I used a buffered channel, so there will be 9 data in a buffered channel when the receiver takes only the first one. My questions are:
Is it OK to leave a buffered channel with data open when there is no receiver? The following example code is a simplied one but if the program is a daemon, will it be garbage-collected eventually?
Are there better ways to handle such situation? I tried to use the cancellation channel but failed. And I'm not sure context
fits for this situation.
Example code:
package main
import (
"errors"
"fmt"
"math/rand"
"time"
)
func main() {
rand.Seed(time.Now().UnixNano())
i, err := getRandomInt()
if err != nil {
fmt.Println(err)
} else {
fmt.Println(i)
}
fmt.Println("Waiting goroutines to be finished...")
time.Sleep(2 * time.Second)
}
func getRandomInt() (int, error) {
ch := make(chan int, 10)
// 10 senders
for i := 0; i < 10; i++ {
go func(i int) {
defer fmt.Printf("Goroutine #%d finished\n", i)
fmt.Printf("Goroutine #%d started\n", i)
data := heavyJob()
ch <- data
fmt.Printf("Goroutine #%d sent data %d to ch\n", i, data)
return
}(i)
}
// 1 receiver
timeout := time.After(2000 * time.Millisecond)
for {
select {
case value := <-ch:
// uses only the value received first, the rest are discarded
return value, nil
case <-timeout:
return -1, errors.New("Timeout")
}
}
}
// takes 1900~2900ms to finish
func heavyJob() int {
r := rand.Intn(1000)
time.Sleep(time.Duration(r+1900) * time.Millisecond)
return r
}
To answer the main questions:
Essentially you are creating an implicit coupling between the number of workers and the size of the buffered channel. Change one of those two numbers, and something will deadlock / break! (as a side note, buffered channels are usually for the case when the consumer and producers work at the same rate, but one does not have a steady output. It's spiky, the buffer smooths out the peaks and troughs.)
With this in mind, I suggest it would be better to be explicit about managing the fact that you do not want all the values.
Here is an updated version of the getRandomInt() function.
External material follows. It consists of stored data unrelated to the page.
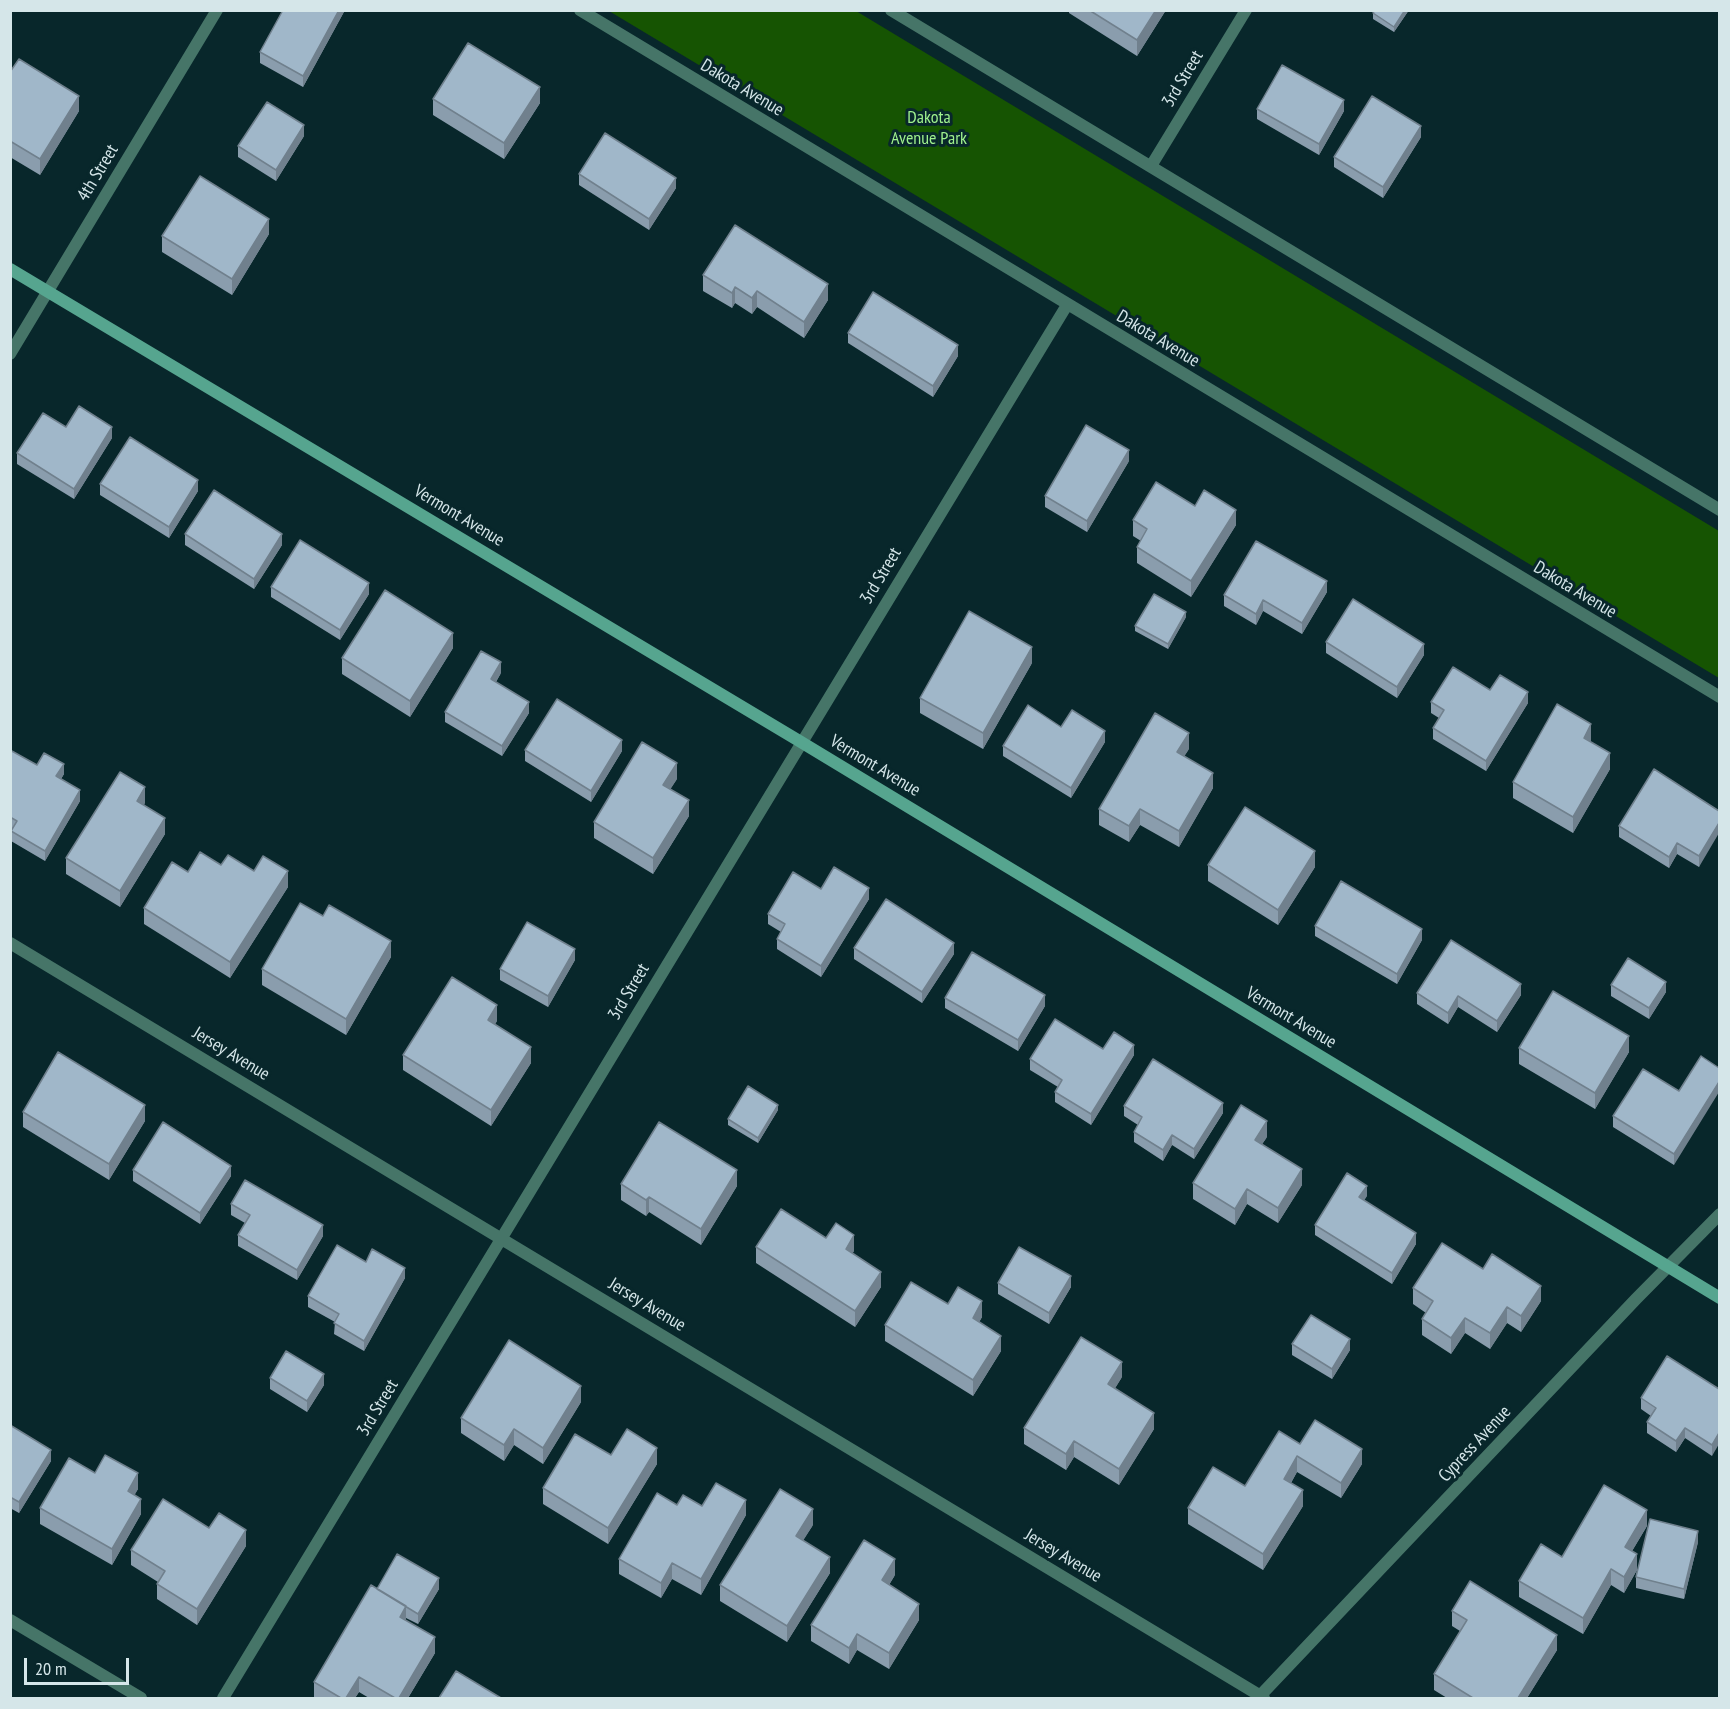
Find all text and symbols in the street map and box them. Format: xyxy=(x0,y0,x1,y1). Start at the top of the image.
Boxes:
street label: 3rd Street xyxy=(1158,47,1208,111)
street label: Dakota Avenue xyxy=(697,55,787,121)
park label: Dakota Avenue Park xyxy=(891,107,967,150)
street label: 4th Street xyxy=(73,141,123,205)
street label: Dakota Avenue xyxy=(1113,306,1203,372)
street label: Vermont Avenue xyxy=(410,481,508,551)
street label: 3rd Street xyxy=(856,544,906,608)
street label: Dakota Avenue xyxy=(1530,557,1620,623)
street label: Vermont Avenue xyxy=(826,731,924,801)
street label: 3rd Street xyxy=(604,960,654,1024)
street label: Vermont Avenue xyxy=(1242,983,1340,1053)
street label: Jersey Avenue xyxy=(189,1023,273,1085)
street label: Jersey Avenue xyxy=(605,1274,689,1336)
street label: 3rd Street xyxy=(353,1376,403,1440)
street label: Cypress Avenue xyxy=(1434,1402,1516,1486)
street label: Jersey Avenue xyxy=(1021,1525,1105,1587)
scale bar xyxy=(27,1646,132,1684)
text: 20 m xyxy=(35,1657,67,1680)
Note the setup of context cancellations using defer at the top, and the use of the select statement on send.
func getRandomInt() (int, error) {
ctx := context.Background() // creates a fresh, empty context
ctx, cancel := context.WithCancel(ctx)
defer cancel() // cancels the context when getRandomInt() returns
ch := make(chan int)
// 10 senders
for i := 0; i < 10; i++ {
go func(i int) {
defer fmt.Printf("Goroutine #%d finished\n", i)
fmt.Printf("Goroutine #%d started\n", i)
data := heavyJob()
// this select statement wil block until either this goroutine
// is the first to send, or the context is cancelled. In which case
// another routine has already sent and it can discard it's values.
select {
case ch <- data:
fmt.Printf("Goroutine #%d sent data %d to ch\n", i, data)
case <-ctx.Done():
fmt.Printf("Goroutine #%d did not send, context is cancelled, would have sent data %d to ch\n", i, data)
}
}(i)
}
// 1 receiver
timeout := time.After(2000 * time.Millisecond)
select {
case value := <-ch:
// uses only the value received first, the rest are discarded
return value, nil
case <-timeout:
return -1, errors.New("Timeout")
}
}
Setting up the context with a cancellation means that the context becomes "Done" once the cancel()
function is called. This is a way to tell all the sender goroutines not to bother waiting to send.
On sending, the select statement blocks until either the context has been cancelled by the cancel()
function; or the receiver method reads the first value.
I've also removed the buffering from the channel, as there's no need for it anymore.